As nearly 1,000 church leaders from the Midwest convened in Illinois, Southern Baptist Convention President Ed Litton praised organizers and those in attendance for the unique regional event, before speaking briefly about pressures facing the convention.
“You’re a testimony to the nation,” Litton said during the Midwest Leadership Summit, Jan. 18–20, at the Crowne Plaza Hotel in Springfield. “If all our regions would be so united together to perfect our skills and each other, that would be amazing.”
He also praised disaster relief volunteers, citing the example of Michigan teams working in Colorado after wildfires. “At our best we are brothers and sisters in Christ, working together to spread the gospel,” said Litton, pastor of Redemption Church in Saraland, Alabama.
Unity and hope for Southern Baptists
Unity was an underlying theme in Litton’s brief comments.
“My hope is for Southern Baptists to discover the power of crying out to God,” he said. “Even with our stains, past stains and abuse—God is moving through Southern Baptists to address these stains. Let’s make sure first to deal with the source of the stain.”
Litton was one a variety of representatives of SBC entities scheduled to appear at the summit. Hance Dilbeck, incoming CEO of Guidestone Financial Services, one of the sponsors of the event, praised his predecessor, O. S. Hawkins, and his efforts to expand Mission:Dignity, which supports financially strapped retired pastors and their widows. “I want you all to know we have a heart for shepherds.”
Dilbeck urged pastors to support Mission:Dignity, even as they give attention to their own well-being.
The event, which meets every two years, brings together church leaders from 12 states and nine Baptist conventions. About 1,000 leaders were registered, but the numbers dropped slightly as COVID-19 cases rose.

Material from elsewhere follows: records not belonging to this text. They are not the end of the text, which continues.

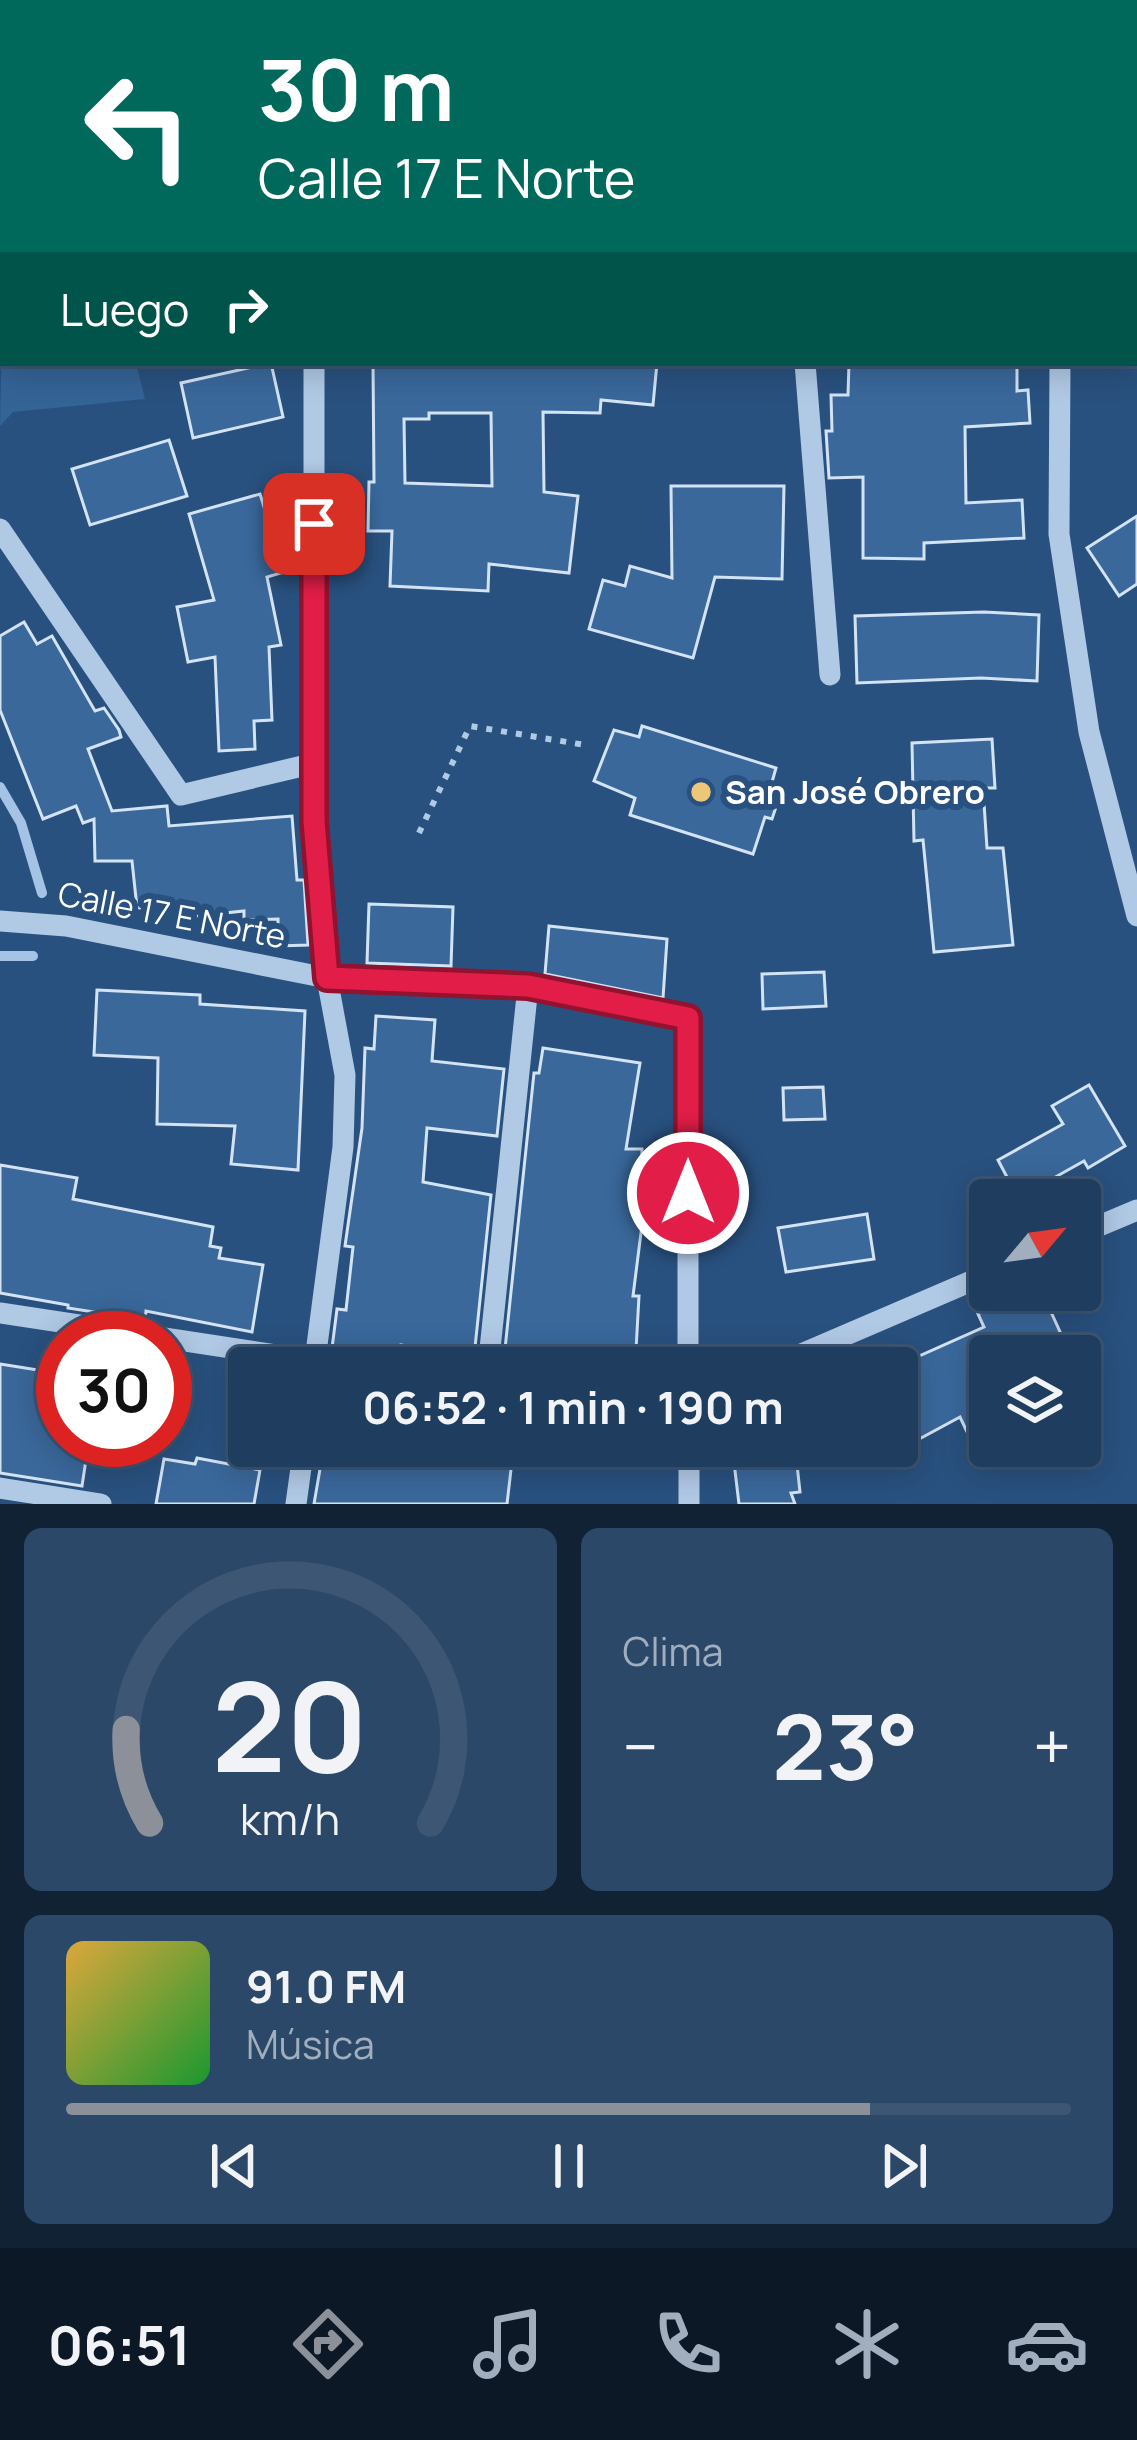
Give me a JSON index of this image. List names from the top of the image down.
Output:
{
  "streets": {
    "street": ["Calle 17 E Norte"]
  },
  "places": ["San José Obrero"],
  "north": "top right",
  "page": {
    "turn": ["30 m", "Calle 17 E Norte"],
    "then": "Luego",
    "limit": "30",
    "trip": "06:52 · 1 min · 190 m",
    "tile": "Clima",
    "heat": ["−", "23°", "+"],
    "song": ["91.0 FM", "Música"],
    "tabs": "06:51",
    "gauge": ["20", "km/h"]
  }
}
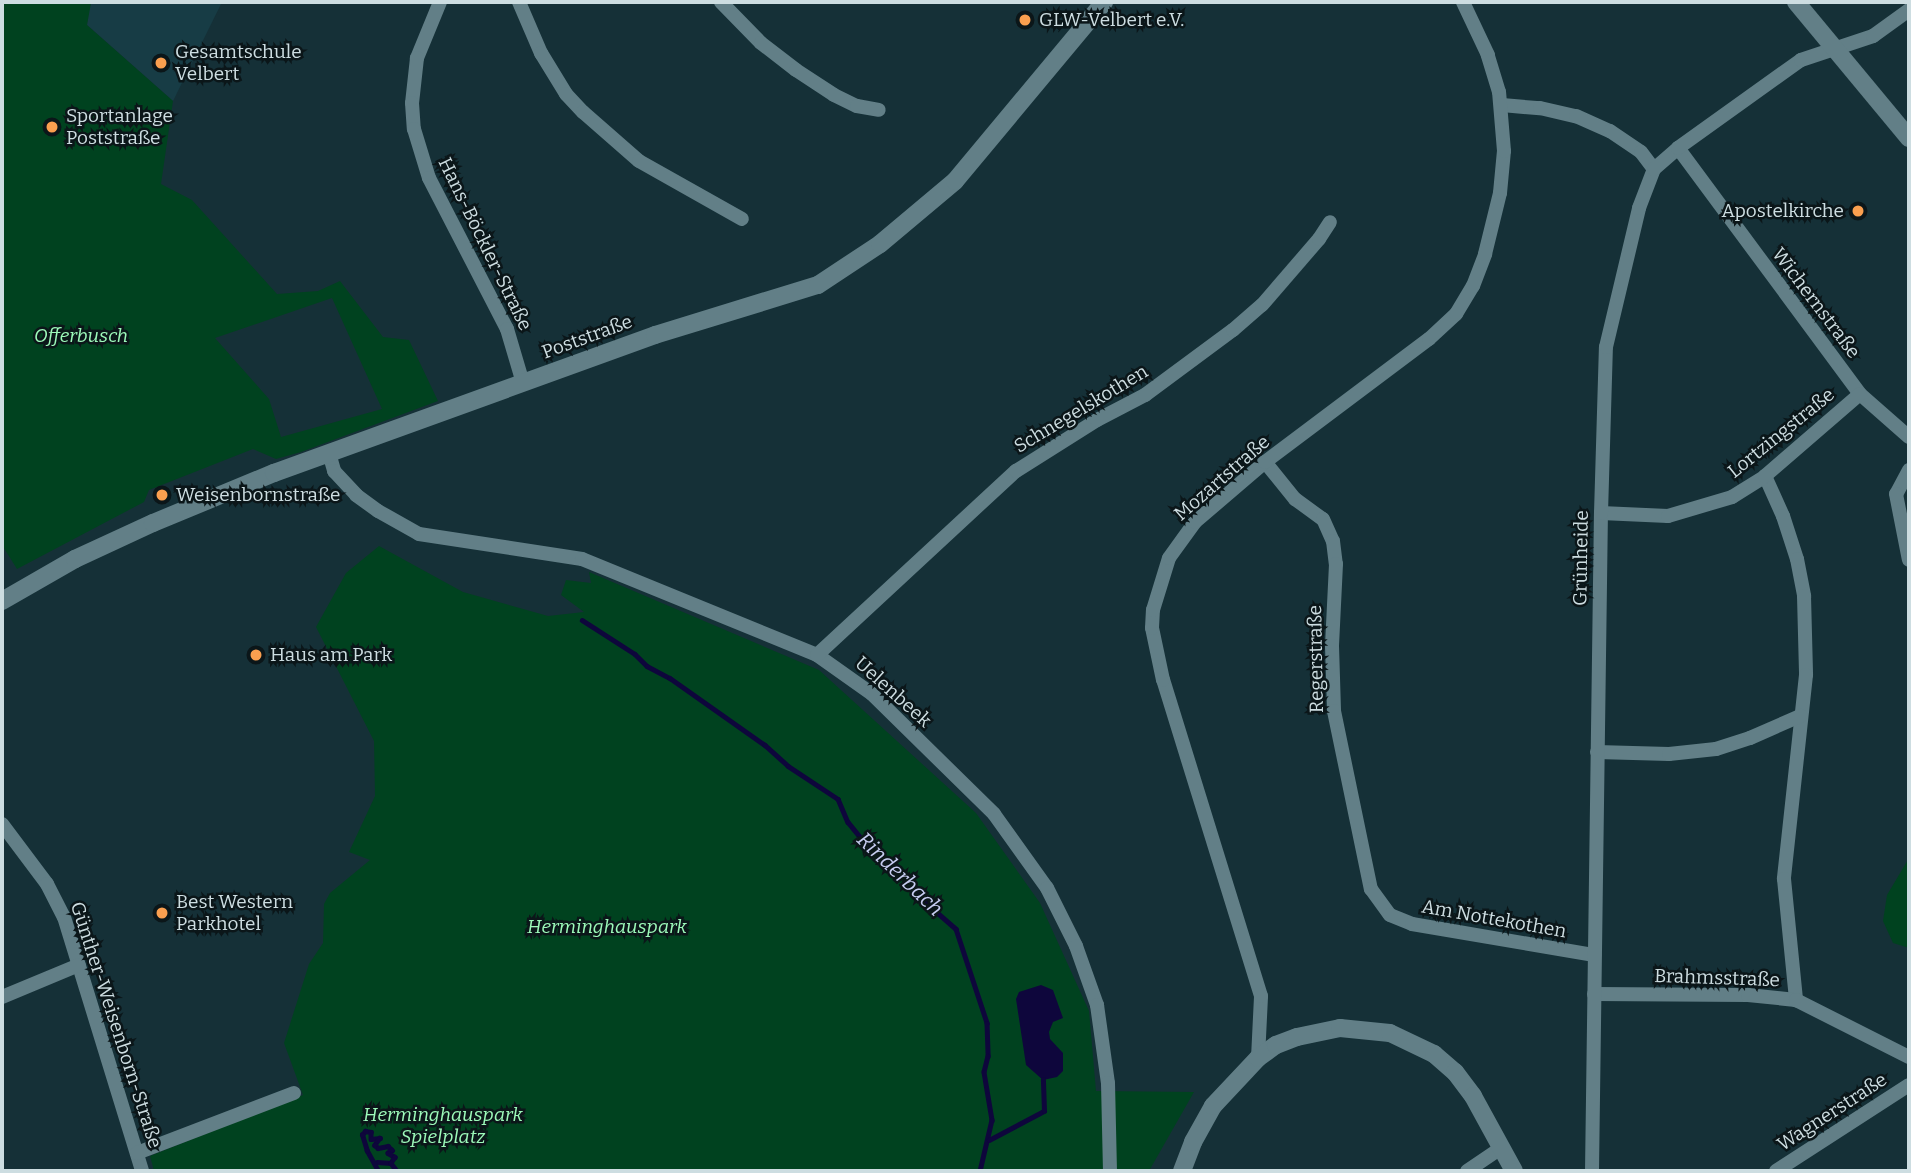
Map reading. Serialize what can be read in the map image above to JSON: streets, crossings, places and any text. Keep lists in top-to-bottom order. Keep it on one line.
{"streets":{"street":["Hans-Böckler-Straße","Wichernstraße","Poststraße","Schnegelskothen","Lortzingstraße","Mozartstraße","Grünheide","Regerstraße","Uelenbeek","Am Nottekothen","Brahmsstraße","Günther-Weisenborn-Straße","Wagnerstraße"]},"crossings":[["Hans-Böckler-Straße","Poststraße"],["Wichernstraße","Lortzingstraße"],["Wichernstraße","Grünheide"],["Poststraße","Uelenbeek"],["Schnegelskothen","Uelenbeek"],["Lortzingstraße","Grünheide"],["Mozartstraße","Regerstraße"],["Grünheide","Am Nottekothen"],["Grünheide","Brahmsstraße"],["Regerstraße","Am Nottekothen"]],"water":["Rinderbach"],"parks":["Offerbusch","Herminghauspark","Herminghauspark Spielplatz"],"places":["GLW-Velbert e.V.","Gesamtschule Velbert","Sportanlage Poststraße","Apostelkirche","Weisenbornstraße","Haus am Park","Best Western Parkhotel"]}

Still, those attending will choose six breakouts from among 70 scheduled, in addition to three plenary worship sessions, prayer times, and missions focus moments.

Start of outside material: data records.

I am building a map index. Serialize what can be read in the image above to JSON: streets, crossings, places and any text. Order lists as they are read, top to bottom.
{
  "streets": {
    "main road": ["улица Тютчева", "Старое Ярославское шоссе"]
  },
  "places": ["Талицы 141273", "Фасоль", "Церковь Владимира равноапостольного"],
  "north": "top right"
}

‘God is at work in the Midwest’
The Midwest Leadership Summit began as the North Central States Rally as part of a church planting movement in the 1950s to address the unique ministry challenges faced by churches outside the South. “God is at work in the Midwest,” said Jeremy Westbrook, recently elected executive director of the State Convention of Baptists in Ohio, who emceed the large group sessions. “That’s one of the blessings of the summit, we get to talk about what God is doing in our churches.”

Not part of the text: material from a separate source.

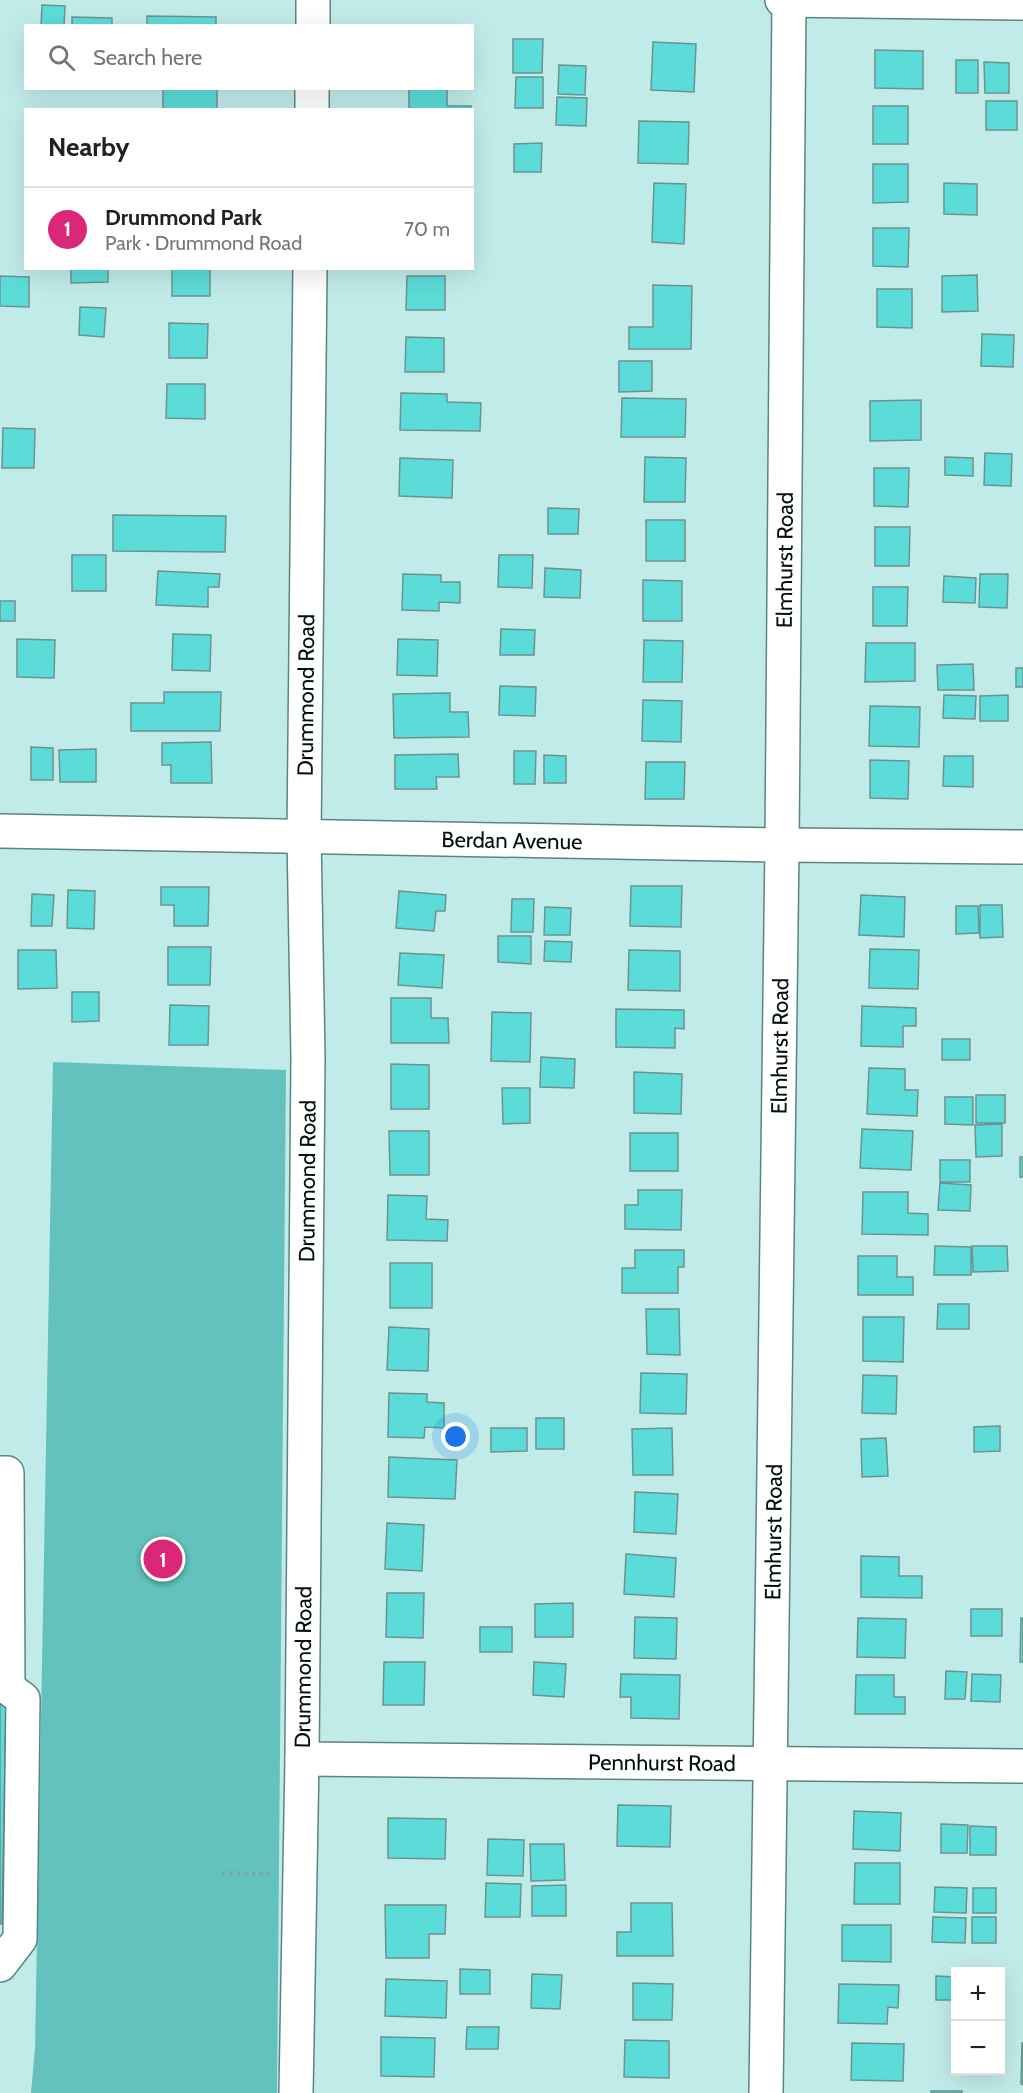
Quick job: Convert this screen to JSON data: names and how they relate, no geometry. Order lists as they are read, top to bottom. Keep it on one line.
{"streets":{"street":["Elmhurst Road","Drummond Road","Berdan Avenue","Pennhurst Road"]},"crossings":[["Elmhurst Road","Berdan Avenue"],["Elmhurst Road","Pennhurst Road"],["Drummond Road","Berdan Avenue"],["Drummond Road","Pennhurst Road"]],"page":{"search":"Search here","heading":"Nearby","list":[{"mark":"1","name":"Drummond Park","note":"Park · Drummond Road","value":"70 m"}],"pins":"1","map_buttons":["+","−"]}}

State convention partners include Dakota Baptist Convention, Illinois Baptist State Association, State Convention of Baptists in Indiana, Baptist Convention of Iowa, Kansas-Nebraska Convention of Southern Baptists, Baptist State Convention of Michigan, Minnesota-Wisconsin Baptist Convention, Missouri Baptist Convention and the State Convention of Baptists in Ohio.
In addition to the state conventions and Guidestone, the Midwest Leadership Summit is supported by the North American Mission Board and Woman’s Missionary Union.
Plenary speakers include Ben Mandrell, president of Lifeway Christian Resources; Willie McLaurin, SBC Executive Committee vice president for Great Commission relations and mobilization; Shane Pruitt, national Next Gen director for the NAMB; and Sandy Wisdom-Martin, executive director-treasurer of national WMU. Jeremy Westbrook, executive director of the State Convention of Baptists in Ohio, will serve as emcee of the large group sessions.
Breaking up hard soil
Each plenary session also featured a practitioner or planter from the region. Kirk Kirkland, planter and pastor of Revive City Church in Cincinnati, told of ministry among homeless and addicted people—and seeing God at work.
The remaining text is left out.